[Saved entries]
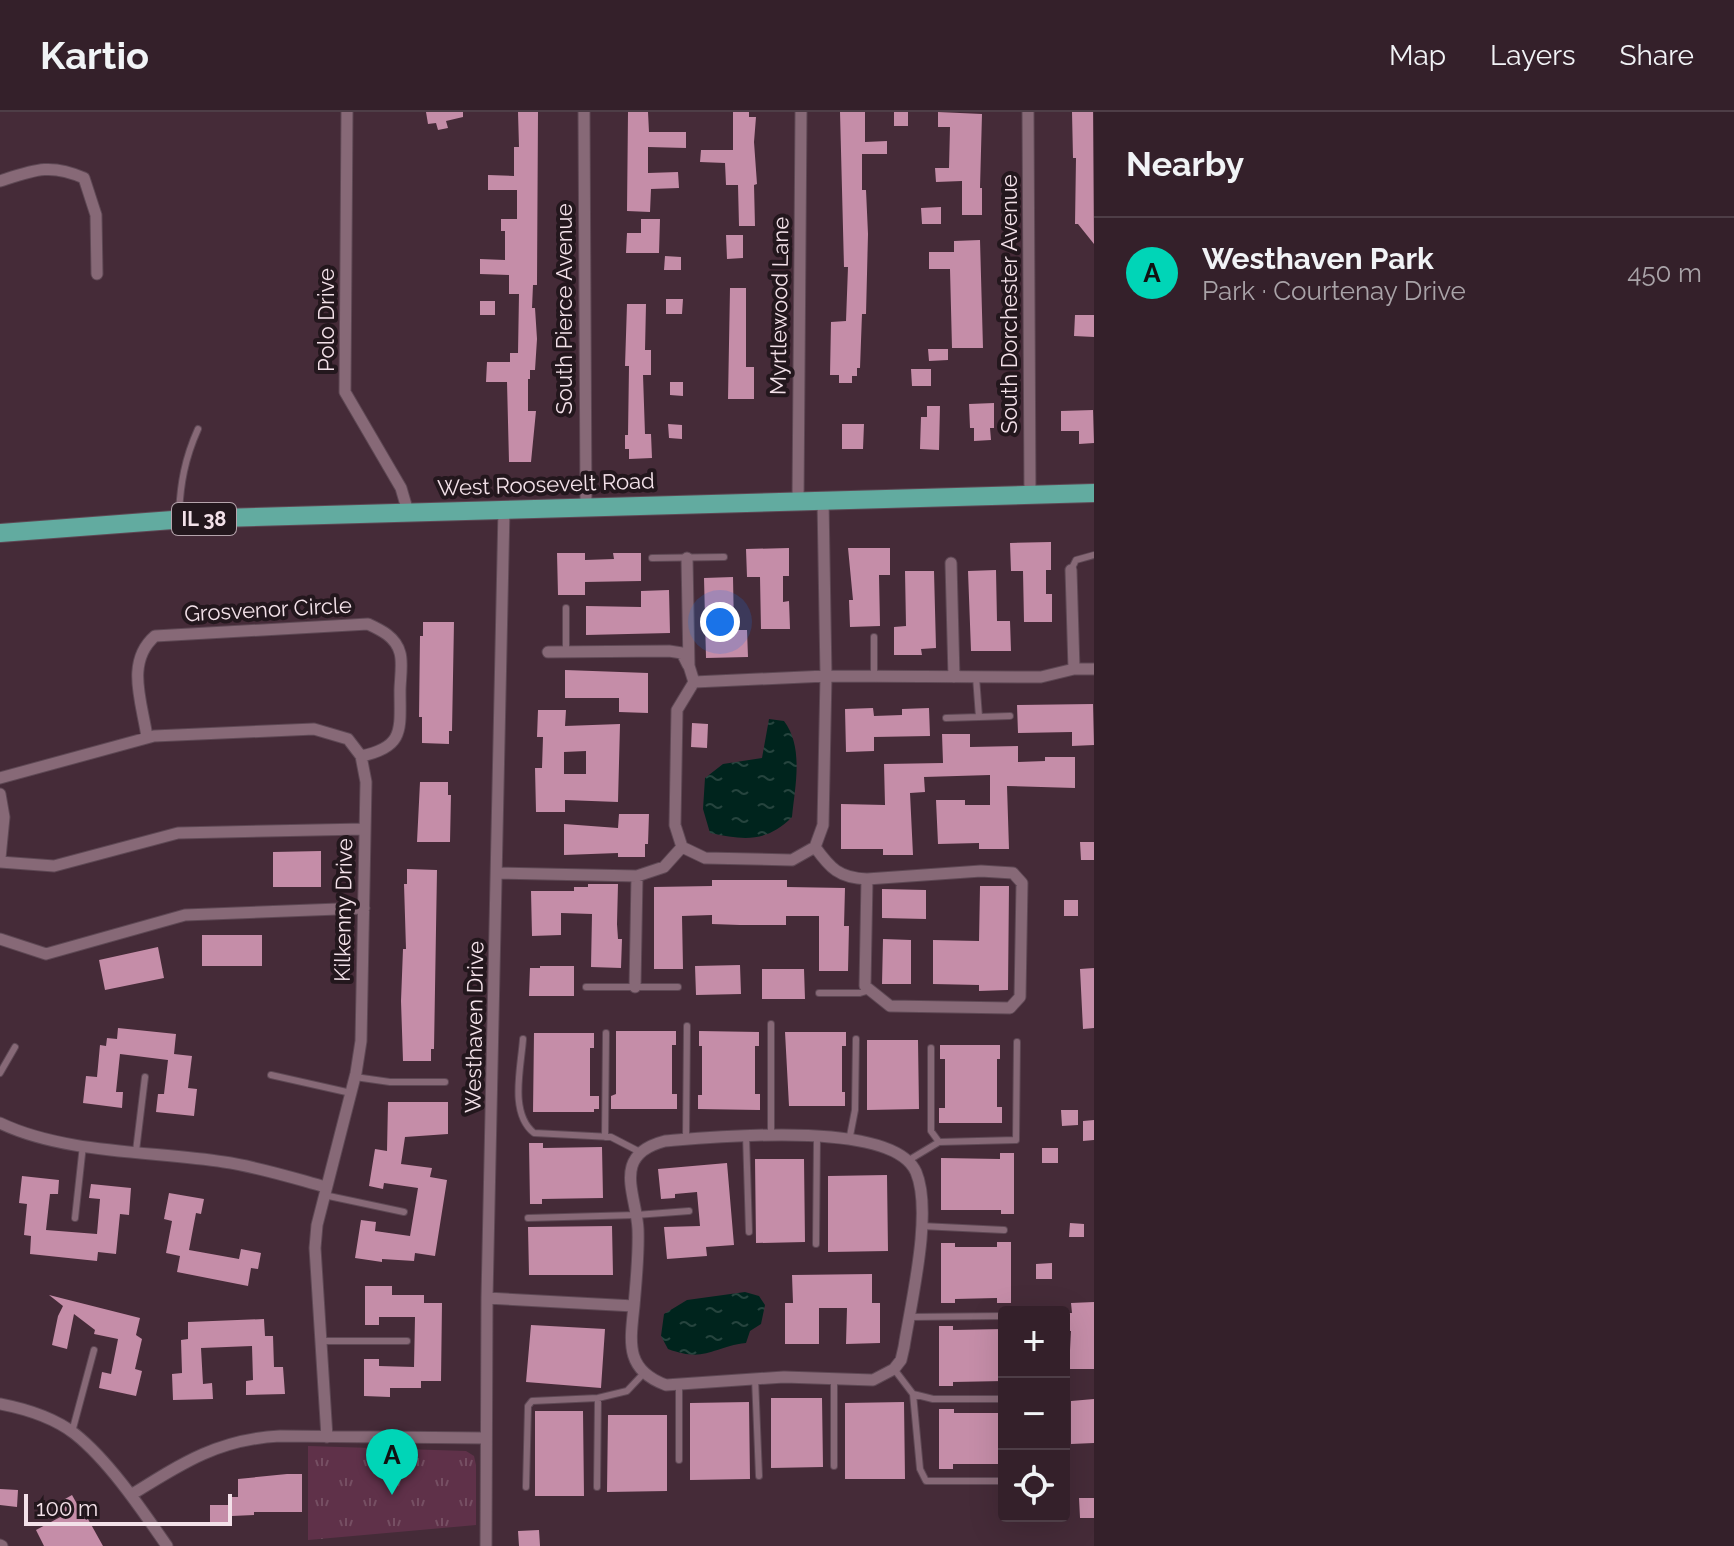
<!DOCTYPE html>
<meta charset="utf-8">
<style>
body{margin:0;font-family:Raleway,sans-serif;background:#3c2832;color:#f1f3f6}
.controls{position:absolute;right:24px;bottom:24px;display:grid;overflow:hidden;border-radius:8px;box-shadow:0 8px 32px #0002}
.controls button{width:72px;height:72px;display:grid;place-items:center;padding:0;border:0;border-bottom:2px solid #4e3e47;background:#34202a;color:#f1f3f6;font:40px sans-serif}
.scale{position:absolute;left:24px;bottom:20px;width:208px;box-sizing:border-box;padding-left:8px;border:4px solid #f3e1e9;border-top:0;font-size:22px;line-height:28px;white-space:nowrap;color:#f3e1e9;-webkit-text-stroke:6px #23171d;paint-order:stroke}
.you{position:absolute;left:720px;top:510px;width:28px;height:28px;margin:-20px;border:6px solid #fff;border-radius:50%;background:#1a73e8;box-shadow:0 0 0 12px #1a73e833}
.badge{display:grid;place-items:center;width:52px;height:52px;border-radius:50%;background:#00d5b7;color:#111;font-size:26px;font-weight:700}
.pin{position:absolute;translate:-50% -66px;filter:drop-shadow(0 2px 4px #0008)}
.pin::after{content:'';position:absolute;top:42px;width:28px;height:24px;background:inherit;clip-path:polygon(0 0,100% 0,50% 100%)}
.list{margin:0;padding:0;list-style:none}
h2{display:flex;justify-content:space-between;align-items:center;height:104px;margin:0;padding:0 32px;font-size:34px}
h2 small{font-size:26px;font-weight:400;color:#a9a3a8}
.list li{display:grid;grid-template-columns:52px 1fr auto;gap:24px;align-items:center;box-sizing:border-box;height:112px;padding:0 32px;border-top:2px solid #4e3e47}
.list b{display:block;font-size:30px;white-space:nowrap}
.list p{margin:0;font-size:26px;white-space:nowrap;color:#a9a3a8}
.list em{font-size:26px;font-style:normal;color:#a9a3a8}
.icon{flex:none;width:44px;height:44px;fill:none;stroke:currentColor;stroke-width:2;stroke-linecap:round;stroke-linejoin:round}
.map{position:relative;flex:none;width:1094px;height:1434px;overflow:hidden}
header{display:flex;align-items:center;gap:48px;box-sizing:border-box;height:112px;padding:0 40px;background:#34202a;border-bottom:2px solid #4e3e47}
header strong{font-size:38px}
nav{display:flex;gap:44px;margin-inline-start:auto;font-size:28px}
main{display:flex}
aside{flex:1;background:#34202a}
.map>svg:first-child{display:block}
.park{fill:url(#park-tufts)}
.water{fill:url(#water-ripples)}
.building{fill:#c58da8;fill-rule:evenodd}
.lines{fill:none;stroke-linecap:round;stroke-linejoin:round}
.lane-casing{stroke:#5e4854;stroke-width:8}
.street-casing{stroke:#5e4854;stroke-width:13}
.primary-casing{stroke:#5e4854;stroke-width:20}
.lane{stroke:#876977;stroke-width:6}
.street{stroke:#876977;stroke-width:11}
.primary{stroke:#62aba0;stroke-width:18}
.labels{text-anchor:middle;stroke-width:8;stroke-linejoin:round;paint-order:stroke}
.shield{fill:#23171d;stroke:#b5a4ac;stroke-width:2}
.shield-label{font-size:20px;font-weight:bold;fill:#f3e1e9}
.street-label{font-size:22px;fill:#f3e1e9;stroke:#23171d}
</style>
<header>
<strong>Kartio</strong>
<nav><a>Map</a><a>Layers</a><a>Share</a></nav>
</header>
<main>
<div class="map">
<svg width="1094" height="1434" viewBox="0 0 1094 1434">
<defs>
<pattern id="park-tufts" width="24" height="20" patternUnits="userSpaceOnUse" patternTransform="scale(2)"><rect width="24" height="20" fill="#5f3149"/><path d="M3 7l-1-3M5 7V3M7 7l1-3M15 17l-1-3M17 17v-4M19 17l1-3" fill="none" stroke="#764f63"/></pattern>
<pattern id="water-ripples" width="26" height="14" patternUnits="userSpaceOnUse" patternTransform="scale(2)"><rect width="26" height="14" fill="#00241d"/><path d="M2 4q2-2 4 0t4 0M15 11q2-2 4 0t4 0" fill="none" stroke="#26443e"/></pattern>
</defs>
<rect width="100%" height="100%" fill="#452b38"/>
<path class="park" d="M308,1334L466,1339L474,1344L476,1353V1413L308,1428Z"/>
<path class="water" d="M769,607L784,609C804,635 795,674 792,705C766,731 744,728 710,721L703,697L705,666L723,652L762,646Z
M745,1180L759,1184L765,1193L761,1212L750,1219L746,1231C712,1235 705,1251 668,1237L661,1224L664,1202L687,1188Z"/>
<path class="building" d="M426,0H463V5L446,9L448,16L438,18L436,11L428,12Z
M518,0H538L537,173H533L532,196H535L537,227L535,258H530V267H528V299H536L531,350H509L507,270H486L487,250H510V241H518L519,182H509V163L480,162V147L505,148V119H501V107H517V78H488V63L514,64V35H519Z
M628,0H648L649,20H686V36L648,35V61L678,60L679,76L651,77L650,100L627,99Z
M733,0H749V5H756L754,30L757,72L754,73L755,114H739L738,73H726L725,51L700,50L701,38H733Z
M840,0H865V30L887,29V42H862V78H866L868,122L866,202H862L860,256H857V264H852V271H839V263H830L831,210L846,209L848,155H844Z
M894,0H908V14H894Z
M938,0L982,2L980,76H982V103H962V69L936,70L935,56H949L950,15H938Z
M1072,0H1093L1094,132L1078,112H1075L1076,46H1073Z
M941,95V112H922L921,96Z
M641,107H660L659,141H626L627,121H641Z
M726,123H743V146L727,147Z
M980,128L983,236H952L950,157H929V140H954V129Z
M665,144L681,145V158H664Z
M730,176H746V255H754V287H728Z
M666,187H683L682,202H666Z
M480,189H495V203H480Z
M627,192H646L645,238H651V263H643L645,322H651L652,346L629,347V337H625V323H628L629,254H625Z
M1075,203H1094V225L1074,224Z
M928,237H948V248L929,249Z
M911,257H931V274H912Z
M670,270H683V284L670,283Z
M994,291V316H990L991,328L974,329V316H970L969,292Z
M927,294H940L939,338L920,337L921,305H927Z
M1093,298L1094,331L1079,332V319H1061V299Z
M668,312L682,313V327L669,326Z
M842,312H864L863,337H842Z
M1051,430V458H1046V482H1052V510H1024L1023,459H1011L1010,431Z
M789,436V464H783V490L789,489L790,517H761L760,465H747L746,437Z
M848,436H890V463H879L880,514L850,515L849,488H853Z
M557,441H585V448L614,447L613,441H641V469L585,470V483H558Z
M996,458L997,509H1010L1011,539H971L968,459Z
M905,459H934L936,536L921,537L922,543H894V515L906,514Z
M733,465L734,518H747L748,545L706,546L704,466Z
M669,478L670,521L586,523V494L641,495V479Z
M423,510H454L452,619H449V632L422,631V605H419L420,524H423Z
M565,558L648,561V601L619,600V586H565Z
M1093,592L1094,633L1072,634V620L1018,621L1017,593Z
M873,596L874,604L902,603V597L929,596L930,624L874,625V639L846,640L845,597Z
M538,598H566L565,614L620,612L618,690L565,688V700H536L535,656H542L543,625H537ZM586,639V662H564V640Z
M692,611L708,612L707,636L691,635Z
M942,622H970V635L1018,634V650L1045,649V645H1075V676L1007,674L1009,737H979V731L938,732L936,688H965V693H990V663L924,665L925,680L910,681L913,743H883V737H841V692L885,693L884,652L943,651Z
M420,670H448V683H451L450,730H417Z
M619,702H649L648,732H645V745H618V741L564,743V712L618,716Z
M1080,730H1094V748H1081Z
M321,739V775H273V740Z
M407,757L437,758L434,937H431V949H403L401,889L403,837H406L404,772H407Z
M712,768H787V775L845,776L844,814H849L848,859H819V804H786V813H740L712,812V803L682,804L683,857H654V775L712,774Z
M588,772H618L617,812L618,827H622L621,856L591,855L592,802L561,801V823L532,824L531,779H574V775H588Z
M980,774H1009L1008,878L979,879V873L933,872V828L979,829Z
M882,777L926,778V807L882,806Z
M1064,788H1078V804H1064Z
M202,823H262V854H202Z
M883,827L911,828V872H882Z
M158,835L164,866L105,878L99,848Z
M740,853L741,882L696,883L695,854Z
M540,854H574V884H529L530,856H540Z
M1094,856V916L1083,917L1080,857Z
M762,857H804L805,887H762Z
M118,916L176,922L174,942L192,944L188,976L197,977L194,1004L156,1000L158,982H164L168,948L120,942L116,980H123L122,996L83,991L86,964L97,965L100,933L106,934L107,926L117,927Z
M616,919H676V933H672V982H677V997H611V984L616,982Z
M699,919L759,920V934H755V982H760V998L698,997V983H702V934H699Z
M785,920H846V934H842V980H845V994H789Z
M534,921H594V936H590V984H599V997H594V1000H533Z
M867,928H918L919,997L867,998Z
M940,933H1000V947H997V995H1002V1011H939V996H945V947H940Z
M388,990H448V1022L405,1025L401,1052L432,1056L430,1065L447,1068L435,1144L415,1141L414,1149L382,1147V1150L355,1146L361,1108L376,1110L375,1119L410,1124L418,1076L384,1071L383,1077L369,1074L375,1037L387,1039Z
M1061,998H1078V1013L1062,1014Z
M1094,1008V1028L1083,1029V1009Z
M529,1031H543V1036L602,1035L603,1086L542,1087V1092H530Z
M1042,1036H1058V1051H1042Z
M1000,1041H1014V1102H1001V1098H941V1046L1000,1047Z
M755,1047H804L805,1130L756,1131Z
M727,1051L734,1133L706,1135L707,1144L667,1147L664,1115L700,1114L697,1080L675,1082V1086L661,1087L658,1057Z
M887,1063L888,1139L828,1140V1064Z
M22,1064L59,1068L58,1082H50L46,1118L97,1122L100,1087L89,1086L91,1072L131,1076L129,1103L120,1102L116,1142L98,1140L97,1149L30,1142L31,1124L24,1123L27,1092L19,1091Z
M169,1081L204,1087L201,1102L196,1101L189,1138L239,1147L241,1137L261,1141L258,1157L251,1156L248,1174L177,1160L180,1144L166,1141L172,1109L164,1107Z
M1070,1111L1084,1112V1125H1069Z
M612,1114L613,1163H529L528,1115Z
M997,1130H1011V1191H997V1186L955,1187V1191H941V1131H955V1135H997Z
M1052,1151V1167H1036V1152Z
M872,1162V1191H880V1231L846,1232L847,1196H819V1232H785V1191H793L792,1163Z
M365,1174H392V1183H424V1191H442L441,1269H421V1276H390V1285L364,1284V1247H379V1254L414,1255L415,1205H379V1213H365Z
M49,1183L140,1206L136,1223L142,1227L135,1257L142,1259L136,1284L99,1276L102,1260L111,1262L118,1227L94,1222L95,1218L74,1202L67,1237L52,1233L58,1204L63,1194Z
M1094,1190V1257H1069L1071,1219H1066V1201H1072L1071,1191Z
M264,1207L265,1224H273L274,1255H283L285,1282L246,1283V1269L253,1268L252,1234L201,1236L203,1272L212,1271L213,1287L173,1288L172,1262L182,1261L181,1228L188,1227V1210Z
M531,1213L605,1217L601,1276L526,1270Z
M939,1214H953V1218L1004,1217V1269L953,1270V1274H939Z
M771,1286H822L823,1355L771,1356Z
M1094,1287V1331L1071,1332V1289Z
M749,1290L750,1367L690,1368V1291Z
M904,1290L905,1367H845V1291Z
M939,1297H954V1301H1004V1352H953V1357H939Z
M535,1299H583L584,1384H535Z
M608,1303H667V1379L607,1380Z
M287,1362H302V1400H254V1403L232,1404V1411H210V1393H232V1385H238V1367Z
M0,1377L18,1378L17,1395L0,1393Z
M72,1383L86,1408L88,1407L103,1434H44L36,1418L64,1403L58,1391Z
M1079,1386H1094V1406H1080Z
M539,1418L540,1434H519L518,1419Z"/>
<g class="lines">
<g class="lane-casing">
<path id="lane" d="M179,404C180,372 185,346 198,317
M652,446L724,445
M1071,458L1076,448L1094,443
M566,496V540
M874,525V565
M979,605L1010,604
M946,606L979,605L976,565
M586,875H678
M819,881H860L870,878
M771,912V1022
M523,927C521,956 509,1001 534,1021L611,1025L640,1040
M931,936V1019L939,1030
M0,961L15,935
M271,963L351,981
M355,965L390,970H445
M746,1023L749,1120
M605,1025L606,921
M686,1027L687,914
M849,1029L855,998L856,927
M136,1039L145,965
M909,1048L939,1030L1016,1028L1017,930
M324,1083L404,1100
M75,1106L83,1033
M528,1106L636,1103L689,1099
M921,1114L1004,1118
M816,1132L817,1024
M909,1205L1004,1204
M321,1229H407
M894,1257L913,1282L920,1357L926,1369H1004
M755,1266L759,1364
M834,1267V1354
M913,1282L933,1287H1004
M72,1320L94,1238
M679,1348V1273
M526,1375L528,1294L532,1289L598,1286L627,1279L644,1261
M597,1375L598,1286"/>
</g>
<g class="street-casing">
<path id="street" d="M347,0L345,280L401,376L408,400
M584,0L586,394
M1028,0L1030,383
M0,69C34,58 50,51 84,66L96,103L97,162
M798,389L801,0
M687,446L689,554L694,570L826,564L1041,565L1074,557H1094
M951,451L954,565
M1071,458L1074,557
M548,540L669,539L682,541L688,553
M694,570L677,598L675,713L682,735L705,746L792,748L815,735L823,713L826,564L823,388
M147,625C142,590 125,550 155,524L368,512C381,518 396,525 400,541C403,551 400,568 400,579C400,617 405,635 361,644
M0,666L154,624L314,617L348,627L361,644L366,670L361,929L356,961L317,1113L315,1136L327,1325
M0,682L4,705L0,746
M815,735C830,756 839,766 867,767L865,874L890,894L1010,896L1020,885L1022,771L1013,761L981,759L867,767
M0,750L54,754L178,721L364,717
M498,761L637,764
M0,827L46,842L185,803L364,796
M635,875L637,764L664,755L682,735
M0,1011C65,1042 153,1039 224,1050C259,1055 293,1066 326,1075
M487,1186L634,1194C630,1231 625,1258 666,1273L784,1265L873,1268L894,1257L901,1248L904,1235C911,1190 933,1100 916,1060C893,1007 714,1025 665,1029C611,1043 636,1081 638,1117C639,1143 636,1169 634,1194
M0,1292C26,1297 53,1305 75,1322C109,1349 142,1398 167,1434
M131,1383C182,1351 219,1327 280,1324L485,1326
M0,1433L2,1434
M486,1434L487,1186L504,397"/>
</g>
<g class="primary-casing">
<path id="primary" d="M0,421L186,407L1094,381"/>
</g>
<use href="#lane" class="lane"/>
<use href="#street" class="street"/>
<use href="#primary" class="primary"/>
</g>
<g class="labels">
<rect class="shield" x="172" y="391" width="64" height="32" rx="6"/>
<g class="shield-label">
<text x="204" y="414">IL 38</text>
</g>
<g class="street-label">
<text transform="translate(1009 192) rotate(-90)" y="8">South Dorchester Avenue</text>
<text transform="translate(779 194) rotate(-89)" y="8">Myrtlewood Lane</text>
<text transform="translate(564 197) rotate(-90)" y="8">South Pierce Avenue</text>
<text transform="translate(326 208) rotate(-90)" y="8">Polo Drive</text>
<text transform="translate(546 372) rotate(-2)" y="8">West Roosevelt Road</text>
<text transform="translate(268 497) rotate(-3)" y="8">Grosvenor Circle</text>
<text transform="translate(343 798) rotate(-89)" y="8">Kilkenny Drive</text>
<text transform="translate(474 915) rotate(-89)" y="8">Westhaven Drive</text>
</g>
</g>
</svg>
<div class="controls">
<button>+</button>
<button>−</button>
<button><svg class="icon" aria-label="locate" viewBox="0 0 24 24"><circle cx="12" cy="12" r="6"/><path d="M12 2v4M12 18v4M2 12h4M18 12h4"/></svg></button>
</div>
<div class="scale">100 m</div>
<div class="you"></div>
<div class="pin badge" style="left:392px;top:1383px">A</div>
</div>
<aside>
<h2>Nearby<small></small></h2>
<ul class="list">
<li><span class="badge">A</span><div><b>Westhaven Park</b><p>Park · Courtenay Drive</p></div><em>450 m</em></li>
</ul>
</aside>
</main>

§ Work task:
Copy every line in the records above that contains the word "list".

§ Your response:
.list{margin:0;padding:0;list-style:none}
.list li{display:grid;grid-template-columns:52px 1fr auto;gap:24px;align-items:center;box-sizing:border-box;height:112px;padding:0 32px;border-top:2px solid #4e3e47}
.list b{display:block;font-size:30px;white-space:nowrap}
.list p{margin:0;font-size:26px;white-space:nowrap;color:#a9a3a8}
.list em{font-size:26px;font-style:normal;color:#a9a3a8}
<ul class="list">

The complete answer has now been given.